Existe una tremenda confusión en materia organológica al respecto de los instrumentos de cuerda frotada del renacimiento. En realidad no es para menos, pues coexistían en aquella época cordófonos pertenecientes a muy diversas familias, muchos de ellos fruto de la mezcla de varias de ellas, obedeciendo al gusto renacentista por la estética exótica y por la creación de híbridos, como se puede constatar en las iconografías de contenido alegórico y mitológico.
Además, muchos de los nombres de dichos instrumentos hacían mención, no solo a la familia de procedencia, sino también al género, o incluso a la manera de tañerlo o sonido que producía, añadiendo con esta fantasía todavía más confusión. Así pues, había violas de brazo, de espalda o de pierna, según la posición en que se sujetaba el instrumento, vihuelas de mano, plectro o arco, según se empleara uno de estos elementos para tañerlas, Liras de rueda, de arco, de brazo, de pierna, según las familias, soprano, alto, tenor, bajo y contrabajo de viola, según los registros o funciones, y en fin, hasta extravagancias como la Lira de mendigo o la Trompa marina.
Para colmo, lo que unos en un sitio llamaban vihuela, otros en otro lo llamaban viola, y usaban también nombres genéricos para denominar muchos tipos de instrumentos sin ningún criterio organo-morfológico concreto, así que, un mismo instrumento, podía llamarse vihuela, viola, guitarra, Lira o Laud.
Por eso, nuestro deber no es asignar estos términos a determinados cordófonos y discutir en cómo clasificarlos, y mucho menos cometer el error de comparar ninguno de éstos fenómenos organológicos, sino mas bién, nuestro deber es usar éstos términos como símbolos cuyo contenido es una serie de características morfológicas, estéticas y acústicas que poseen estos instrumentos, pudiendo por lo tanto, compartir varias de ellas en uno solo de estos ejemplares.
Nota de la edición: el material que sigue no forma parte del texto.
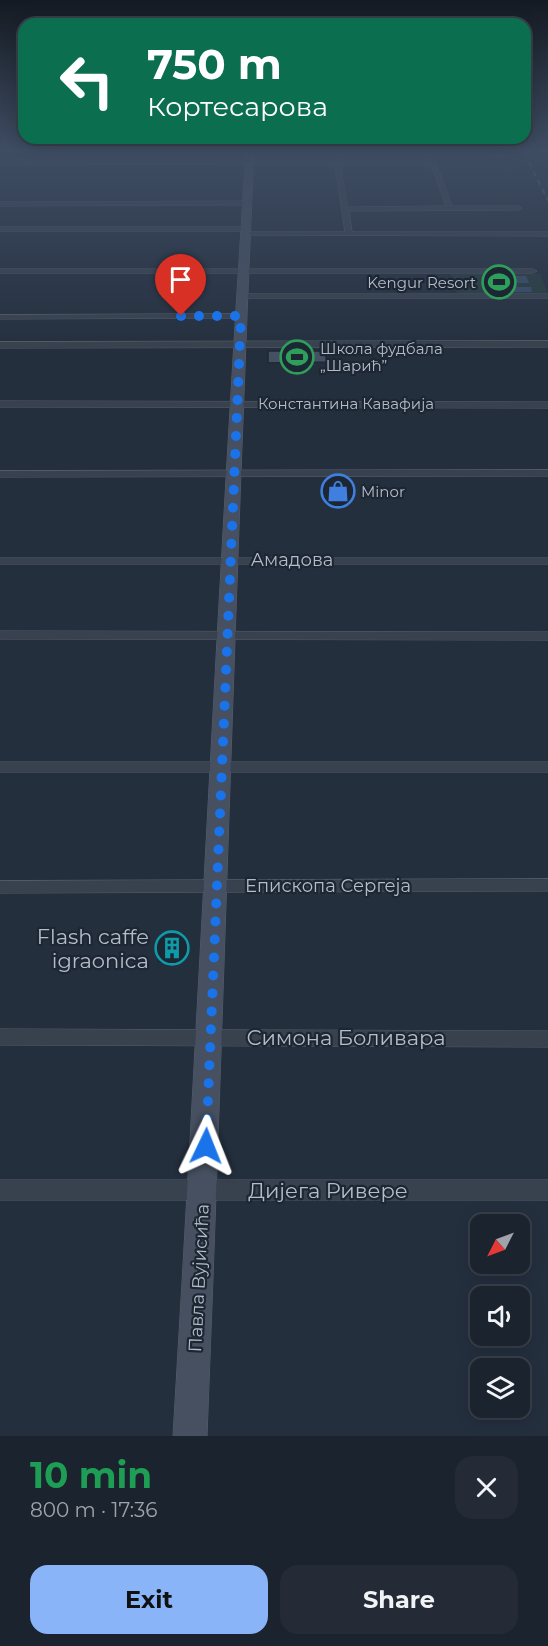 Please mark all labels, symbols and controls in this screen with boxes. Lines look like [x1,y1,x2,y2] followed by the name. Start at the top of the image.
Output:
[147,38,282,90] text: 750 m
[48,42,126,120] icon: left
[147,90,328,123] text: Кортесарова
[155,254,206,316] pin
[164,263,197,296] icon: arrive
[481,264,517,300] sports icon: Kengur Resort
[367,273,476,292] place label: Kengur Resort
[279,339,315,375] sports icon: Школа фудбала „Шарић”
[320,339,443,375] place label: Школа фудбала „Шарић”
[258,394,434,413] street label: Константина Кавафија
[320,473,356,509] shop icon: Minor
[361,482,405,501] place label: Minor
[251,549,333,571] street label: Амадова
[245,875,411,897] street label: Епископа Сергеја
[37,924,149,973] place label: Flash caffe igraonica
[154,930,190,966] building icon: Flash caffe igraonica
[246,1025,446,1050] street label: Симона Боливара
[174,1114,238,1178] position arrow
[248,1178,408,1203] street label: Дијега Ривере
[184,1203,214,1353] street label: Павла Вујисића
[470,1214,530,1274] north arrow
[470,1214,530,1418] map controls
[470,1286,530,1346] button: sound
[470,1358,530,1418] button: layers
[30,1453,152,1497] text: 10 min
[455,1456,518,1519] button: close
[30,1498,158,1522] text: 800 m · 17:36
[30,1565,268,1634] button: Exit
[280,1565,518,1634] button: Share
Llamamos entonces a la vihuela de arco, vihuela, porque comparte características fisio-morfológicas y acústicas con sus parientes la vihuela de mano y de plectro. Posee como ellas dos barras armónicas transversales, costillas, parecida entrada de zoque, hombros elevados, clavijero en forma de hoz, ornamentos de taraceas de origen bizantino, lazos o rosetones en los orificios armónicos, tipo de afinación, etc. La mayoría de estos elementos, la diferencian sustancialmente de la familia de las violas, además de conferirle una resonancia extraordinaria, un sonido claro y delicado, de constante dulzura, muy adecuado para el toque polifónico.
Fernando Marín.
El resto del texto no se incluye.